The threshold update unit 109 uses the long-section feature amount calculated by the long-section feature amount calculation unit 108, that is, the reliability, to calculate the non-speech probability α for the speech section cut out by the speech / non-speech section shaping unit 107. calculate. Specifically, the threshold update unit 109 obtains the non-speech probability α using, for example, a function having a long-section feature value as a variable as shown in FIG.
FIG. 11 is an explanatory diagram showing a function for obtaining the non-speech probability α in the fifth embodiment of the present invention. As shown in FIG. 11, the horizontal axis represents the value of the long segment feature value, and the vertical axis represents the non-speech probability α. As shown in FIG. 11, the non-speech probability α is 0 when the long-section feature amount is τ0 or more. In addition, when the long-section feature value is 0 to less than τ0, the non-speech probability α monotonously decreases from 1 to 0. It is assumed that τ0 is an appropriate value obtained in advance through experiments. Moreover, the function shown in FIG. 11 is an example, and may be an arbitrary monotone decreasing function or a monotonic non-increasing function.
Since the speech detection apparatus according to the present embodiment operates to calculate the non-speech probability α using the property that a section with low reliability of the speech recognition result is likely to be a non-speech section, more accuracy is achieved. It is possible to calculate a high non-voice probability.
Embodiment 6. FIG.
A sixth embodiment of the present invention will be described with reference to the drawings. FIG. 12 is a block diagram showing a configuration example of the sixth embodiment of the speech detection device according to the present invention.
The voice detection device according to the sixth embodiment is a combination of the first to fifth embodiments.
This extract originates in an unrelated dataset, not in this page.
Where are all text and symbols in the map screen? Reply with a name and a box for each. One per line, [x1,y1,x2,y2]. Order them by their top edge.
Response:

The long section feature quantity calculation unit 108 calculates a long section feature quantity by combining one or more methods of the first to fifth embodiments. The speech detection apparatus calculates the non-speech probability α using the non-speech probability calculation methods of the first to fifth embodiments, and sets the product of each non-speech probability α as a non-speech probability. Further, the voice detection device may calculate the product after weighting each non-voice probability α and use it as the non-voice probability. Further, the speech detection apparatus may use the average value of each non-speech probability α or an appropriate weighted average value as the non-speech probability.
The voice detection device according to the present embodiment can calculate a more accurate non-voice probability by combining the first to fifth embodiments.
Embodiment 7. FIG.
The seventh embodiment of the present invention is a voice recognition device including the voice detection devices of the first to fifth embodiments. The speech recognition apparatus performs a known speech recognition process on a section determined to be a speech section by the speech detection apparatuses of the first to fifth embodiments, and outputs a speech recognition result.
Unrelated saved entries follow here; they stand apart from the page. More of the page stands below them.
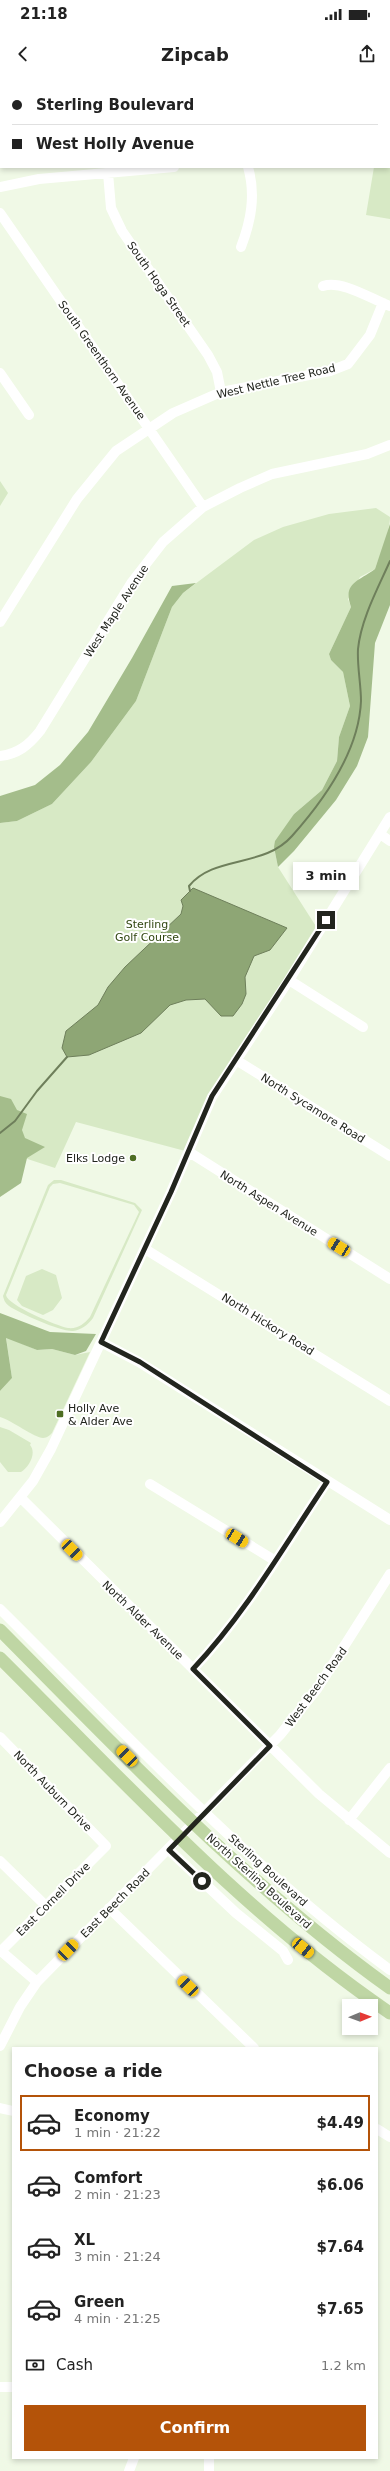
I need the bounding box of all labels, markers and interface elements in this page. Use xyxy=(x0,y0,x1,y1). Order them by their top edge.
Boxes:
text: 21:18 xyxy=(20,5,68,23)
icon: back xyxy=(12,43,34,65)
icon: share xyxy=(356,43,378,65)
text: Zipcab xyxy=(161,44,229,65)
text: Sterling Boulevard xyxy=(36,96,194,114)
text: West Holly Avenue xyxy=(36,135,194,153)
street label: South Hoga Street xyxy=(124,239,193,330)
street label: South Greenthorn Avenue xyxy=(55,298,148,423)
street label: West Nettle Tree Road xyxy=(215,361,337,401)
street label: West Maple Avenue xyxy=(82,562,151,660)
callout: 3 min xyxy=(293,862,359,890)
text: 3 min xyxy=(306,868,346,883)
route end xyxy=(317,911,335,929)
park label: Sterling Golf Course xyxy=(115,918,179,944)
street label: North Sycamore Road xyxy=(258,1071,367,1146)
place label: Elks Lodge xyxy=(66,1152,125,1165)
marker: Elks Lodge xyxy=(128,1153,138,1163)
street label: North Aspen Avenue xyxy=(218,1168,320,1239)
car xyxy=(326,1236,352,1258)
street label: North Hickory Road xyxy=(219,1291,316,1358)
place label: Holly Ave & Alder Ave xyxy=(68,1402,133,1428)
marker: Holly Ave & Alder Ave xyxy=(55,1409,65,1419)
car xyxy=(224,1527,250,1549)
car xyxy=(59,1537,85,1563)
street label: North Alder Avenue xyxy=(99,1578,186,1663)
street label: West Beech Road xyxy=(283,1645,350,1730)
car xyxy=(114,1743,140,1769)
street label: North Auburn Drive xyxy=(11,1748,95,1834)
street label: North Sterling Boulevard xyxy=(204,1831,314,1932)
street label: Sterling Boulevard xyxy=(225,1831,310,1909)
street label: East Cornell Drive xyxy=(14,1860,93,1939)
street label: East Beech Road xyxy=(78,1866,153,1941)
route start xyxy=(193,1872,211,1890)
car xyxy=(290,1936,316,1960)
car xyxy=(55,1937,81,1963)
car xyxy=(175,1973,201,1999)
north arrow xyxy=(342,1999,378,2035)
map controls xyxy=(342,1999,378,2035)
text: Choose a ride xyxy=(24,2060,163,2081)
icon: car xyxy=(26,2105,62,2141)
text: Economy xyxy=(74,2107,150,2125)
text: $4.49 xyxy=(317,2114,364,2132)
text: 1 min · 21:22 xyxy=(74,2125,161,2140)
icon: car xyxy=(26,2167,62,2203)
text: Comfort xyxy=(74,2169,142,2187)
text: $6.06 xyxy=(317,2176,364,2194)
text: 2 min · 21:23 xyxy=(74,2187,161,2202)
icon: car xyxy=(26,2229,62,2265)
text: XL xyxy=(74,2231,95,2249)
text: $7.64 xyxy=(317,2238,364,2256)
text: 3 min · 21:24 xyxy=(74,2249,161,2264)
icon: car xyxy=(26,2291,62,2327)
text: Green xyxy=(74,2293,125,2311)
text: $7.65 xyxy=(317,2300,364,2318)
text: 4 min · 21:25 xyxy=(74,2311,161,2326)
icon: cash xyxy=(24,2354,46,2376)
text: Cash xyxy=(56,2356,93,2374)
text: 1.2 km xyxy=(321,2358,366,2373)
button: Confirm xyxy=(24,2405,366,2451)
Since the speech recognition apparatus according to the present embodiment performs speech recognition processing on a segment determined to be a speech segment with high accuracy, execution of useless processing that performs speech recognition processing on a non-speech segment can be prevented. In addition, it is possible to perform speech recognition processing with high accuracy on the speech section, and prevent the speech recognition processing from being leaked.
Next, the outline of the present invention will be described. FIG. 13 is a block diagram showing an outline of the present invention. The voice detection apparatus 300 according to the present invention includes a feature quantity calculation unit 301 (corresponding to the feature quantity calculation unit 102 shown in FIG. 1), a voice / non-voice judgment unit 302 (speech / non-voice judgment unit 104 and voice / non-voice judgment unit shown in FIG. (Corresponding to the non-speech segment shaping unit 107), long segment feature value calculating unit 303 (corresponding to the long segment feature value calculating unit 108 shown in FIG. 1), and threshold updating unit 304 (corresponding to the threshold updating unit 109 shown in FIG. 1). including.
The feature amount calculation unit 301 calculates the feature amount of the input signal for each frame, which is an input signal for each predetermined unit time. The speech / non-speech determination unit 302 compares the feature amount calculated by the feature amount calculation unit 301 with a speech detection threshold value for determining whether or not the input signal is a signal based on speech. It is determined whether it is a speech section in which a signal based on speech is input or a non-speech section in which a signal based on non-speech is input over a plurality of frames.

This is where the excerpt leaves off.